The film makes use of black and white sequences. In the audio commentary to the 2007 DVD release, Malcolm McDowell confirmed that lighting the chapel scenes for colour filming would have taken much longer than for black and white. The time they could use the school chapel was limited, so Anderson opted to not shoot those scenes in colour. Liking the effect this gave, he then decided to shoot other sequences in black and white to improve the 'texture' of the film. As a child, he was impressed watching a gangster film which started in black and white and then turned to colour.

The black and white sequence featuring Mrs. Kemp (Mary MacLeod) walking naked through the school was allowed by the then Secretary of the Board of the British Board of Film Censors, John Trevelyan, on the condition that shots of male genitalia from the shower scene were removed.

Stephen Frears is credited as an assistant to the director, while Chris Menges is credited as a cameraman.

Music featured in the film includes the 'Sanctus', from the Missa Luba, a rendering of the Roman Latin mass sung to African beat by a Congolese choir.

Sources and influence 
The film's surrealist sequences have been compared to Jean Vigo's French classic Zéro de conduite (1933). Anderson acknowledged an influence, and described how he arranged a viewing of that film with his screenwriters, Sherwin and Howlett, at an early stage in production planning, though in his view the Vigo film's influence on If.... was structural rather than merely cosmetic. "Seeing Vigo's film gave us the idea and also the confidence to proceed with the kind of scene-structure that we devised for the first part of the film particularly."

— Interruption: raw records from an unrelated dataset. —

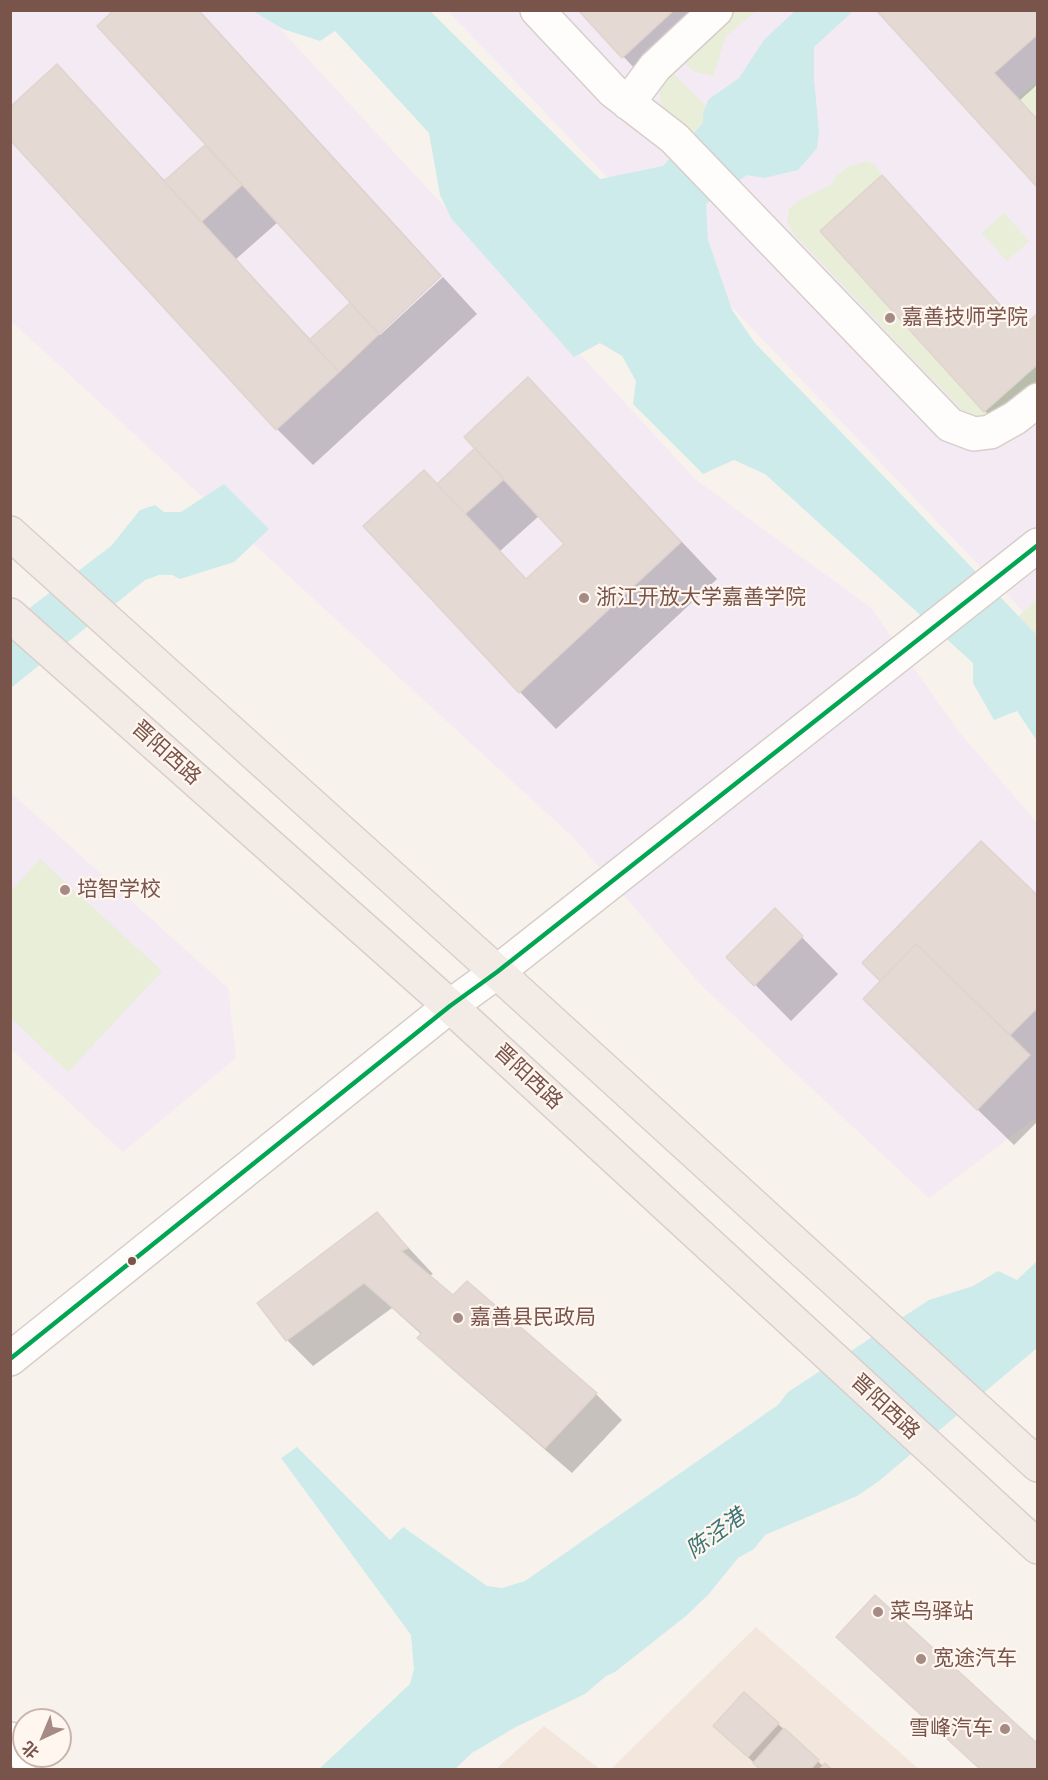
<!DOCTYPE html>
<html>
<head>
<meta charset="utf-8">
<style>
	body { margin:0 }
	#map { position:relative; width:1048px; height:1780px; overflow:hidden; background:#f8f2ed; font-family:Figtree,"Noto Sans SC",sans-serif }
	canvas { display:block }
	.frame { position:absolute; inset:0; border:12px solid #78544b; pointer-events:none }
	.north { position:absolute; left:12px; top:1708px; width:60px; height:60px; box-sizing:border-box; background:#fff6ef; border:2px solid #c9b5ad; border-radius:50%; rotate:224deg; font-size:16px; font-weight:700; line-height:24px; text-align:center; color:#78544b }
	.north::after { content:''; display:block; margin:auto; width:21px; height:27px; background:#a58b84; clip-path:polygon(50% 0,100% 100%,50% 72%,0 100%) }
</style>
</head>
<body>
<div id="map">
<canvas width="1048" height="1780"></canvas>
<div class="frame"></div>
<div class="north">北</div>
</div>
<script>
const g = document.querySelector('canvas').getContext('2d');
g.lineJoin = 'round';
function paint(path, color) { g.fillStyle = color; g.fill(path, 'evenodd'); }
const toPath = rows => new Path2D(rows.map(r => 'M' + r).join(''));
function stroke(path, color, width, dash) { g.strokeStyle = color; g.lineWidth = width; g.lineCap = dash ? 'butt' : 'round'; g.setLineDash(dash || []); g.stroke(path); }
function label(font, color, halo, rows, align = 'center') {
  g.font = font + ' Figtree,"Noto Sans SC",sans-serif'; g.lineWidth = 4.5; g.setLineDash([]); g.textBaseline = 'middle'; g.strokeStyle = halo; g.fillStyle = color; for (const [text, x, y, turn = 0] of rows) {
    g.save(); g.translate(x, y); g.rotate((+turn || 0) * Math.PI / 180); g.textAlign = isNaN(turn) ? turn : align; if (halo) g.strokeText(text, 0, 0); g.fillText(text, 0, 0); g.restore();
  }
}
paint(toPath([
	[756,1627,919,1769,610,1770],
	[544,1726,600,1769,496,1769]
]), '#f3e6dd');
paint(toPath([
	[10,11,264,11,696,480,871,608,959,732,1037,823,1037,1117,929,1198,702,986,574,838,11,321],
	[448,11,1037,11,1037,626],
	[10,792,228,988,236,1058,123,1152,11,1049]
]), '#f3eaf4');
paint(toPath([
	[732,11,756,11,726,36,713,76,693,71,679,57],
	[669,69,706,107,703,114,703,122,689,136,664,111,660,100,660,87],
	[1033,85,1037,90,1037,120,1018,99],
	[867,161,876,166,882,175,820,232,984,412,1037,364,1037,383,979,428,794,234,787,221,789,209,800,200,832,184,836,176,850,166],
	[1004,213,1029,241,1007,261,982,233],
	[1037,599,1037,635,1019,616],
	[40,859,162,971,68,1072,11,1018,11,891]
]), '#e8eed7');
paint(toPath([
	[253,11,430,11,600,179,663,166,703,123,703,114,708,100,739,78,764,40,795,11,853,11,814,47,814,80,819,132,817,148,798,170,764,178,747,175,706,204,708,240,732,310,755,343,1037,635,1037,741,1017,711,994,720,973,683,973,663,765,474,734,460,703,474,633,404,636,381,622,356,600,343,574,357,451,218,440,195,429,133,335,31,320,41,283,29],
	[224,484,269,529,234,562,180,579,172,575,159,575,145,580,11,688,11,622,111,546,140,510,155,505,164,512,181,512],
	[1037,1261,1037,1348,879,1481,857,1496,765,1535,754,1549,738,1558,708,1595,686,1616,615,1672,606,1676,585,1694,514,1728,472,1753,455,1769,319,1769,410,1684,414,1669,411,1635,281,1458,297,1447,390,1540,403,1527,487,1586,502,1588,525,1581,778,1405,788,1392,929,1300,973,1286,998,1271,1017,1280]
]), '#cdebea');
paint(toPath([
	[116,10,199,10,441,275,378,333,380,335,443,277,477,314,313,465,277,429,57,66,93,103,166,182,208,145],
	[278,222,352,303,311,340,236,259],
	[580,10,699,10,649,84],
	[878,10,1038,10,1038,84,1020,100,1038,120],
	[882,177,908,203,1022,329,1038,315,1038,414,1012,437,985,411,822,231],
	[528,379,717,579,556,729,520,692,438,486,477,448],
	[540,515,566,544,527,580,500,551],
	[1038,899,1038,1121,1014,1145,901,1035,882,981,864,963],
	[775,910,838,974,791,1021,728,957],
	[377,1214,433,1274,429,1276,453,1297,596,1394,622,1420,572,1473,446,1364,419,1338,422,1335,392,1308,313,1366,287,1340],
	[778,1724,824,1767,830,1770,762,1770,729,1740]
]), '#0003');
const building = toPath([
	[114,10,198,10,441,276,379,334,97,26,114,10],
	[578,10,674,10,622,58,578,10],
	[876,10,1038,10,1038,34,994,73,1038,120,1038,188,876,10],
	[57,64,339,372,276,430,10,140,10,107,57,64],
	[205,145,242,185,201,222,164,181,205,145],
	[882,175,1021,328,1038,313,1038,364,984,412,820,231,882,175],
	[350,303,379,334,339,372,309,340,350,303],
	[528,377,681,542,519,693,363,526,424,470,526,579,564,544,464,437,528,377],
	[475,448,504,479,465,514,437,484,475,448],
	[981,841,1038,896,1038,1007,1010,1035,916,944,880,981,862,963,981,841],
	[775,908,803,936,754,986,726,957,775,908],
	[916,944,1030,1055,977,1110,863,999,916,944],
	[377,1212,408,1248,401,1251,453,1295,467,1281,597,1393,545,1448,417,1338,422,1333,364,1283,286,1341,257,1303,377,1212],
	[875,1595,1038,1744,1038,1770,981,1770,836,1637,875,1595],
	[744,1692,779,1723,748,1757,713,1726,744,1692],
	[784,1728,819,1760,810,1770,761,1770,753,1763,784,1728],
	[825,1763,832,1770,819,1770,825,1763]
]);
paint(building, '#e5d9d4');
stroke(building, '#e1d4cf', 1.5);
const minor = toPath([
	[537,10,613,91,674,138,950,425,974,434,990,432,1015,418,1038,400],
	[628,103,655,67,716,10],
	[10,1359,450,1006,497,972,1038,545],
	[10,1739,24,1755]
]);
const major = toPath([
	[10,533,497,972,1038,1465],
	[10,615,450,1006,1038,1547]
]);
stroke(minor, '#d7ceca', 36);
stroke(major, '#daceca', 36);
stroke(minor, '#fefdfc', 33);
stroke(major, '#f3ece6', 33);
stroke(toPath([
	[10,1359,450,1006,497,972,1038,545]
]), '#00a651', 4.5);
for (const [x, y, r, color] of [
	[890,318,6,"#a58b84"],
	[584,598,6,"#a58b84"],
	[65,890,6,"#a58b84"],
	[132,1261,5,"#78544b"],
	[458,1318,6,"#a58b84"],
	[878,1612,6,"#a58b84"],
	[921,1659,6,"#a58b84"],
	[1005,1729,6,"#a58b84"]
]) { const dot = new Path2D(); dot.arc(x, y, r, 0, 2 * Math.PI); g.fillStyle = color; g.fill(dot); stroke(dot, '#fff6ef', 2); }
label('21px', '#78544b', '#fff6ef', [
	["嘉善技师学院",902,318],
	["浙江开放大学嘉善学院",596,598],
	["培智学校",77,890],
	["嘉善县民政局",470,1318],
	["菜鸟驿站",890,1612],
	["宽途汽车",933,1659],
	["雪峰汽车",993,1729,"right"]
], 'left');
label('21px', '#78544b', '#fff6ef', [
	["晋阳西路",166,753,42],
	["晋阳西路",528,1077,43],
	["晋阳西路",885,1407,43]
]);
label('italic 22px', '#3a7576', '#fff6ef', [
	["陈泾港",716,1534,-36]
]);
</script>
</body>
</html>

McDowell's performance in If.... caught the attention of Stanley Kubrick, who subsequently cast him in his 1971 film adaptation of Anthony Burgess's A Clockwork Orange. Additionally, McDowell used his performance in If.... in his inspiration for the Clockwork Orange protagonist, Alexander DeLarge. Having been given the script by Kubrick, McDowell was unsure how he should play the part of Alex, and so he contacted Lindsay Anderson, asking for advice. McDowell relates the story:

Anyway, he said 'Malcolm, this is how you play the part: there is a scene of you, a close-up in If...., where you open the doors to the gymnasium, to be beaten. You get a close-up.' I said 'that's right.' He said 'do you remember...' I said 'yes. I smiled.' He said 'that's right. You gave them that smile. That sort of ironic smile,' he said 'and that's how you play Alex.' And I went 'my god, that's brilliant. That's brilliant.' That's all I needed and that was enough, and that is a brilliant piece of direction for an actor.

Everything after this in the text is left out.